Акнир было невозможно поймать, зафиксировать, понять: какая она, она непрестанно менялась. И меньше всего Катерина Михайловна доверяла субъектам, которые беспричинно врут и прикидываются из одной любви ко лжи и игре… Слишком трудно расслышать тревожный сигнал в неискренне произнесенном слове, если собеседник намеренно корчит шута; спрятать крупную ложь легче всего в ворохе мелких обманов!
— Что мы имеем? — юная ведьма придала своей верхней части абрис оратора, собирающегося толкнуть речь. — На днях, то есть в феврале 1917 грянула Первая российская революция. Царь Николай ІІ срочно пишет отказ от престола в царском вагоне. Ленин в запломбированном вагоне срочно мчится сюда, чтоб возглавить новую власть. В Киеве вот-вот обрисуется своя новая власть, Центральная Рада.
— Уже обрисовалась, — поправила Даша. — Я утром газету купила, чтоб про себя почитать…
— Простите. Все никак не привыкну, что Прошлое — это настоящее, — извинилась Акнир. — Вскоре Рада достигнет огромной популярности, поскольку будет носителем освободительной национальной Идеи и даже успеет объявить о создании Украинской Народной Республики. Но у нее не будет двух вещей, — Акнир выставила вперед два пальца, — армии и реальной власти. В результате все окончится говорильней и хаосом. Потом появится генерал Скоропадский. Его провозгласят гетманом Украинской Державы и попросят спасти страну от хаоса. Он сможет наладить работу, но у него не будет идеи и армии. И через восемь месяцев Петлюра и Винниченко выкурят его отсюда. Тогда-то и начнется полнейший беспредел…
— Яви милость, избавь нас от политинформации, — обрезала Катя, — я прочитала «Историю революции». Говори прямо, что надо делать.
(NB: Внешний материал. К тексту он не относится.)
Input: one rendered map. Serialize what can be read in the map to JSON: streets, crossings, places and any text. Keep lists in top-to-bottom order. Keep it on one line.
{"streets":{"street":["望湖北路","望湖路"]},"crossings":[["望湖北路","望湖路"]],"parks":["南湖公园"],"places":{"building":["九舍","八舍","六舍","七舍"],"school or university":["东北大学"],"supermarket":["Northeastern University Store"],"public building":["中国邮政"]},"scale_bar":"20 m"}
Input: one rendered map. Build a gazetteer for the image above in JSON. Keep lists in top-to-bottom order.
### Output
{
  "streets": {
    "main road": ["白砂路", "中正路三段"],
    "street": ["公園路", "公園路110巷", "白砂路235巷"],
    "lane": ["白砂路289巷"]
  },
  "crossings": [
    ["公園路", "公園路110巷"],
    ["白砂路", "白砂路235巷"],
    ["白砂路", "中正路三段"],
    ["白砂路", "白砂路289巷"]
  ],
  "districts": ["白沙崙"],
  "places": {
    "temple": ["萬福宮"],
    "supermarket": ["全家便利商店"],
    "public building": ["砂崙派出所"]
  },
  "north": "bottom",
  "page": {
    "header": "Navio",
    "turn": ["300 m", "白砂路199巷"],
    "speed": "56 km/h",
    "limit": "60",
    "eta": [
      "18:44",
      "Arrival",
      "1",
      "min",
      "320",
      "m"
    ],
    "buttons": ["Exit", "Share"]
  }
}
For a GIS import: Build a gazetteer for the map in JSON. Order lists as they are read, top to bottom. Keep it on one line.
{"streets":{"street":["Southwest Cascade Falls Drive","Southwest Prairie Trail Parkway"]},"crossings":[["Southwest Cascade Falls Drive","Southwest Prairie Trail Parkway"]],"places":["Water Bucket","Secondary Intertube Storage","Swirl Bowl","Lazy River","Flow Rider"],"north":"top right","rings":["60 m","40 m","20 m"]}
— С моим превеликим удовольствием, — глумливо поклонилась Акнир. — Так сложилось, что власть была у одних, идея — у других, армии не было ни у кого. Значит, мы должны сделать всего две вещи: сформулировать Идею, сформировать армию. И власть будет нашей.
— Мы? — сатирически переспросила Катерина Михайловна. — Армию?
— Да… Нехреновенький план, — разделила ее изумление Даша.
— Вы б хоть Булгакова почитали, — пристыдила их Акнир. — Неужто ваша Маша вас не подсадила? У него прямым текстом сказано: «Если бы ваш гетман вместо того, чтобы ломать эту чертову комедию с украинизацией, начал бы формирование офицерских корпусов, ведь Петлюры бы духом не пахло в Малороссии. Но этого мало — мы бы большевиков прихлопнули, как мух!» Но вместо этого, пока Петлюра и Скоропадский решали, кто из них настоящий украинец и какой Украина должна быть, пришли большевики, и Украина стала никакой.